A titolo esemplificativo il Consiglio Superiore fa presente che sono da considerare “volumi tecnici” quelli strettamente necessari a contenere i serbatoi idrici, l’extracorsa degli ascensori, i vasi di espansione dell’impianto di termosifone, le canne fumarie e di ventilazione, il vano scala al di sopra delle linee di gronda.

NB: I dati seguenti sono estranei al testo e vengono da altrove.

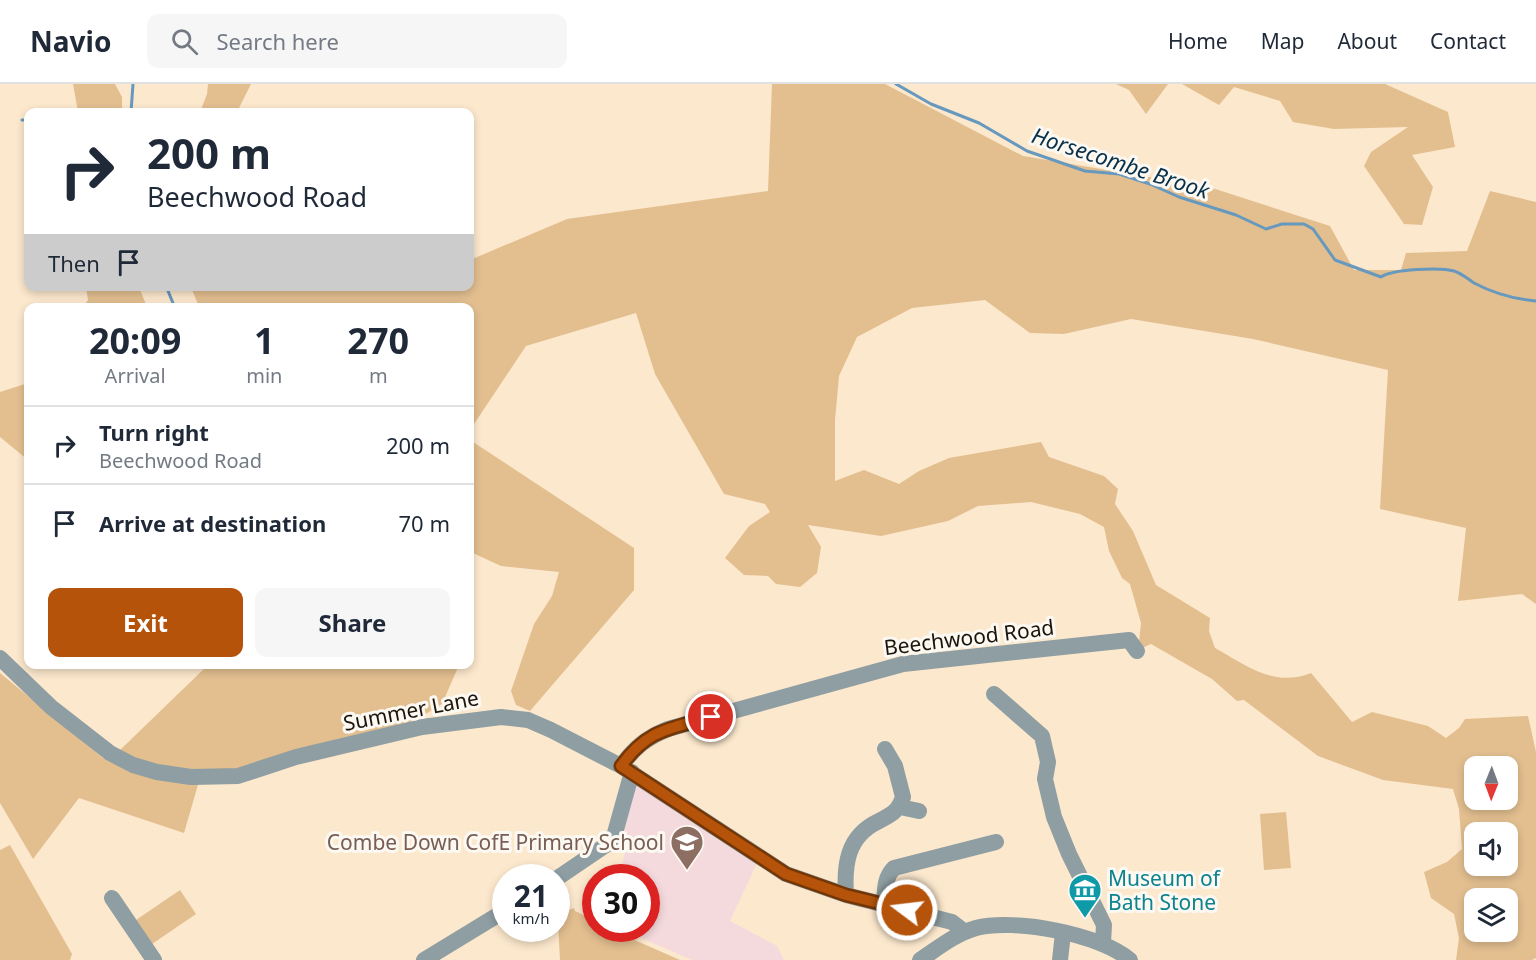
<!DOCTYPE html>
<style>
body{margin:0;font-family:"Noto Sans",sans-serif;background:#f6f6f7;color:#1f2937;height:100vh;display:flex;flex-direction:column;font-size:22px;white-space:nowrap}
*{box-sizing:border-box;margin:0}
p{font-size:20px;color:#747a83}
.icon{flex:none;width:33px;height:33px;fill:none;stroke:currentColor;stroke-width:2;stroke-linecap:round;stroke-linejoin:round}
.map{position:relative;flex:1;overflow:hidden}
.panel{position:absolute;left:24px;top:219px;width:450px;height:366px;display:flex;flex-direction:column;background:#fff;border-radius:12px;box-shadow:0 3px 9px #0003}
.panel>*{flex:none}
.guide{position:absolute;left:24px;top:24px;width:450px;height:183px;border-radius:12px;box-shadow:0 3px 9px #0003;background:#fff;color:#1f2937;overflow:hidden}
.needle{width:39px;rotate:181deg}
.buttons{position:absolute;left:1464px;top:672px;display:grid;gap:12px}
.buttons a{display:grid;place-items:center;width:54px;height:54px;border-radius:12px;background:#fff;box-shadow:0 3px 9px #0003;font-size:30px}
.speed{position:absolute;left:492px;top:780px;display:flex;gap:12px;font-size:30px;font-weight:700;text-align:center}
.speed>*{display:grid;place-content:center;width:78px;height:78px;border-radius:50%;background:#fff;box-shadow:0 3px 9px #0003;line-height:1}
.speed small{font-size:15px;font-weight:400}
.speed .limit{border:9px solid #d22;background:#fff;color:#111}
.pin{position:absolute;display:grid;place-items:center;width:51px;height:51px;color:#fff;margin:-26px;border:3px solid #fff;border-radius:50%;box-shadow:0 2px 6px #0007}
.me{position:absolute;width:66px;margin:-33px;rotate:285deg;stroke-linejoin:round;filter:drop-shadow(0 0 4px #0008)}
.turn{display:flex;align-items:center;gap:21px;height:126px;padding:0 24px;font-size:27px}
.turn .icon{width:78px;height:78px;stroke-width:2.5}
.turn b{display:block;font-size:42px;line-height:51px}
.then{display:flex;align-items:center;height:57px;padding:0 24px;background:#0003;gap:12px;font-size:22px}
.eta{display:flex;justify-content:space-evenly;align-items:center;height:102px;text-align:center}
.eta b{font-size:36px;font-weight:700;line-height:42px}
.action{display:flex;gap:12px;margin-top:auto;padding:12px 24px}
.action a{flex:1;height:69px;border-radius:12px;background:#b45309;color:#fff;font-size:24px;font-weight:700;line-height:69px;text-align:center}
.action a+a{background:#f6f6f7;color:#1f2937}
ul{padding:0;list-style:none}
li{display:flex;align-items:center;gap:18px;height:78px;padding:0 24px;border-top:2px solid #e0e1e3}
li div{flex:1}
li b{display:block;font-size:22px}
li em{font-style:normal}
header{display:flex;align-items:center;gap:36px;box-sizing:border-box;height:84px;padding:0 30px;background:#fff;border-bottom:2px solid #e0e1e3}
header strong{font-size:28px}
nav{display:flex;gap:33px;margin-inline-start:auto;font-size:21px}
.search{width:420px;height:54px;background:#f6f6f7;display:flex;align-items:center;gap:15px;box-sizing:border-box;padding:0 21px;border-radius:12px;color:#747a83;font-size:22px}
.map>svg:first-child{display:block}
.education{fill:#f4dadd}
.green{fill:#e3bf90;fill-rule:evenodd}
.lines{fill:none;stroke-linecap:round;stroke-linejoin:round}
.stream{stroke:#6798be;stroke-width:3}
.minor{stroke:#8e9ea2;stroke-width:16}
.route-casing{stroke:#753606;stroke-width:15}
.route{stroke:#b45309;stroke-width:10}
.labels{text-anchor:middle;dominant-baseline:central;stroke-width:6;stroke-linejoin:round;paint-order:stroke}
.street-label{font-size:21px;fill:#1b140a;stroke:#fcf8f2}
.education-label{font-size:21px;fill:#785e54;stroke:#fcf8f2;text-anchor:end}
.culture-label{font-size:21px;fill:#0d838f;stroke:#fcf8f2;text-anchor:start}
.water-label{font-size:22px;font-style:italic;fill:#07304a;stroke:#fcf8f2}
</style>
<header>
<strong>Navio</strong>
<div class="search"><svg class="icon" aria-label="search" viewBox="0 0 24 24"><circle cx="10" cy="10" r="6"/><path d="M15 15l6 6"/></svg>Search here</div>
<nav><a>Home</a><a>Map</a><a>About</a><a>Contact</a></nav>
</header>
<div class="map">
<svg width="1536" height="876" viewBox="0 0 1536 876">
<rect width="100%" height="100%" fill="#fce8cd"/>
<path class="education" d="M635,699l123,78 -28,60 47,25 7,14h-92l-71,-31 25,-1v-50l-27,-1 6,-25 -11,-6z"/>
<path class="green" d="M73,0h42l7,13v15h-44z
M208,0h43l-14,28h-37l7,-18z
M772,0h113l138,72 186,31 121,39 24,44h47l5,-17 61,-2 23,-60 46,11v402l-14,-10 -64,7 8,-73 -86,-19 8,-139 -135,-31 -122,-20 -67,15 -34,-1 -45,-33 -73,8 -55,29 -18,39 -4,44v61l29,-11 35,14 20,-13 30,-13 92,-16 8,15 55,19 14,13 -3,15 18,27 23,54 54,33 -1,13 6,17c31,17 59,40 96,25l41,49 20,-10 56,14 18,12 13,-10 6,-9 63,-3 8,36v206l-4,2h-76l3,-22 -5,-24 -23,-16 -7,-26 23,-10 15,-13 -3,-40 -6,-20 -70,-9 -65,-24 -74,-56 -7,1 -25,-22 -61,-35 -9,4 -3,-6 2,-19 -11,-39 -8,-6 -13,-27 -5,-24 -24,-13 -49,-12 -53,4 -30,15 -67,15 -73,-11 13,22 -4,26 -17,14 -24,-3 -8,-8 -24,-1 -19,-17 24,-32 21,-14 -5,-8 -41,-10 -69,-120 -19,-61 -110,33 -56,84v-122l-271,-1 -8,-20 279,-1v-26l97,-41 201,-28zM1474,682h34v34h-34zM1474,748h34v34h-34zM1474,814h34v34h-34z
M1116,0h52l-22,30 -17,-24z
M1182,0h203l63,28 7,35 -43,8 21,32 -11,38 -18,-1 -40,-58 7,-14 37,-25 -74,2 -41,-7 -13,-21 -46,-14 -15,18z
M86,203h53l8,20h-64l5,-7z
M28,299v77l-28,-23v-45z
M470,356l164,108v42l-104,121 -14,-6 -5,-14 23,-67 18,-28 7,-24 -58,-6 -28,-13 -1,47 -2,9z
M208,581h251l-17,39 -26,16 -181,51h-33l-18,62 -105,-35 -46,61 -33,-56v-130l103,85 16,-7z
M1286,728l5,56 -27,2 -4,-56z
M10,761l62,109 -2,6h-70v-110z
M180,806l16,24 -44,30 -16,-24z
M557,821l9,6 8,-3 1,3 20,9 1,8 18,1 9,6 57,25h-120z"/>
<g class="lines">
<path class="stream" d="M896,0l35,20 48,19 48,28 58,20 34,3 31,10 29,13 57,18 30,14 16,-5h22l9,5 22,31 46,17c11,-8 60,-10 73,-6 7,2 14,8 20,12 21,11 39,16 62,18
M49,28l2,-1
M131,28l2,-28
M22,36h6
M166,202l9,22"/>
<path class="minor" d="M0,574l51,49 59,46 23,12 24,7 34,5 47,-1 58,-19 126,-30 79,-10 27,3 23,10 70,36 165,108 60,21 106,27 13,10
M994,610l48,42 6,26 -3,17 9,38 15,37 35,71 -1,17
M621,682c14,-19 25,-28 47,-37l235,-65 226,-24 8,11
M900,723l19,4
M556,795l53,-36 6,-10 17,-61
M846,811c-2,-30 1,-58 31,-73 14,-7 21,-10 26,-25l-8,-31 -10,-17
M112,814l42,62
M884,820c1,-14 0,-26 10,-36l102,-26
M424,876l82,-50
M920,876c18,-12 35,-26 56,-32 38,-10 124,6 154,32
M1060,876l3,-27"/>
</g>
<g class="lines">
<g class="route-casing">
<path id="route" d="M711,633c-42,12 -63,12 -90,49l165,108 60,21 61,15"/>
</g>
<use href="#route" class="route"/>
</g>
<defs>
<g id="school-pin" transform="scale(1.725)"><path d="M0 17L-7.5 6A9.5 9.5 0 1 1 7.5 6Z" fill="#8d6e63" stroke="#fcf8f2"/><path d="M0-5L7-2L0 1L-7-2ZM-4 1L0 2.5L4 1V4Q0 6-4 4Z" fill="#fff"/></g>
<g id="museum-pin" transform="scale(1.725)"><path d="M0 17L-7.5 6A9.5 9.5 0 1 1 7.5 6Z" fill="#0f9aa8" stroke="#fcf8f2"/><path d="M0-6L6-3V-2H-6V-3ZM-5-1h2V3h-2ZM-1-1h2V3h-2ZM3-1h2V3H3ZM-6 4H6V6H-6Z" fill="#fff"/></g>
</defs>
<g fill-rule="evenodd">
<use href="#school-pin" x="687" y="758"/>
<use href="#museum-pin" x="1085" y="806"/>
</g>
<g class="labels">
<g class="street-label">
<text transform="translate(969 553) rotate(-7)">Beechwood Road</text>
<text transform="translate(411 626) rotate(-11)">Summer Lane</text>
</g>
<g class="education-label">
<text x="664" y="758">Combe Down CofE Primary School</text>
</g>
<g class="culture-label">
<text x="1108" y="794">Museum of<tspan x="1108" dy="24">Bath Stone</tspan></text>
</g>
<g class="water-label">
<text transform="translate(1121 78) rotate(18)">Horsecombe Brook</text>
</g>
</g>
</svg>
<div class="buttons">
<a><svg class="needle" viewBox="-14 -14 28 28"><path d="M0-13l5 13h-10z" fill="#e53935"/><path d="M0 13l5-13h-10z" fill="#747a83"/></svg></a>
<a><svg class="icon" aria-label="sound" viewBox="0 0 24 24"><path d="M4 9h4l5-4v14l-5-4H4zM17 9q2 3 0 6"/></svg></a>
<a><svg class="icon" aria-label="layers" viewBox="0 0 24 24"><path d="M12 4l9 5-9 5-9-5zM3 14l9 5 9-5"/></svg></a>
</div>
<div class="speed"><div>21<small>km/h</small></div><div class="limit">30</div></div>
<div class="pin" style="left:711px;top:633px;background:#d93025"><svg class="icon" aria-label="arrive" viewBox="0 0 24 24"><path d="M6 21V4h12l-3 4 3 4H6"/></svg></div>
<svg class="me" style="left:907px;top:826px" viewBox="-20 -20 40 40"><circle r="17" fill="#b45309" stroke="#fff" stroke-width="3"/><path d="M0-11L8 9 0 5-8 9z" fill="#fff"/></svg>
<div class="guide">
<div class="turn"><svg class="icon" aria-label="right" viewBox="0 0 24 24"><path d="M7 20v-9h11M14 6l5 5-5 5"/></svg><div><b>200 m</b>Beechwood Road</div></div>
<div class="then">Then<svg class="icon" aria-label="arrive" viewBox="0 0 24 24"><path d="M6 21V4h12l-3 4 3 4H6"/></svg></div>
</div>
<section class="panel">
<div class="eta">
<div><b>20:09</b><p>Arrival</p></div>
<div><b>1</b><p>min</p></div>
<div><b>270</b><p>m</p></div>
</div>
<ul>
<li><svg class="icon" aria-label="right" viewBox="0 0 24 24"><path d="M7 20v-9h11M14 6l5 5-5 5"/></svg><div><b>Turn right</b><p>Beechwood Road</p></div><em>200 m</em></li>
<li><svg class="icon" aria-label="arrive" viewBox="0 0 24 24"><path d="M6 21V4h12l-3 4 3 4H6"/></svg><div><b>Arrive at destination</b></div><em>70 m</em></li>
</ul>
<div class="action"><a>Exit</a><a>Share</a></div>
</section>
</div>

Non sono invece da intendere come volumi tecnici i bucatai, gli stenditoi coperti, i locali di sgombero e simili.”

Nel caso di specie è pacifico, alla luce della definizione dianzi esposta, che non si tratti di locale tecnico, ma al più di locale di sgombero, potenzialmente destinato ad altra destinazione d’uso.

7.- Da ultimo va ritenuto persuasivo il rilievo del Tar, sviluppato quale ulteriore motivo di ostacolo all’accoglimento del ricorso di primo grado, secondo cui il manufatto sarebbe stato realizzato in area paesaggisticamente vincolata (in quanto ricadente nel Parco dei Monti Lucretili), a significare in sostanza l’impossibilità che, in relazione ai nuovi volumi realizzati, possa essere accordata la sanatoria paesaggistica (attesi gli stretti limiti in cui la stessa è ammessa, ai sensi dell’art. 167, comma 4, del D.Lgs. 22 gennaio 2004 n. 42) donde, in ultima analisi, la corretta applicazione della sanzione ripristinatoria di natura reale.

8.- In definitiva, l’appello va respinto e va confermata la impugnata sentenza.

Le spese del presente grado di giudizio seguono la soccombenza e sono liquidate come da dispositivo.

P.Q.M.

Il Consiglio di Stato in sede giurisdizionale – Sezione Sesta – definitivamente pronunciando sull’appello (RG n. 9135/13), come in epigrafe proposto, lo respinge.

Condanna l’appellante al pagamento, in favore del Comune di Scandriglia delle spese e degli onorari del presente grado di giudizio, che liquida in complessivi euro 2.000,00 (duemila/00), oltre gli accessori come per legge.

Ordina che la presente sentenza sia eseguita dall’autorità amministrativa.

Così deciso in Roma nella camera di consiglio del giorno 14 ottobre 2014 con l’intervento dei magistrati:

Sergio De Felice – Presidente FF

Claudio Contessa – Consigliere

Giulio Castriota Scanderbeg – Consigliere, Estensore

Roberta Vigotti – Consigliere

Bernhard Lageder – Consigliere

Depositata in Segreteria il 4 novembre 2014.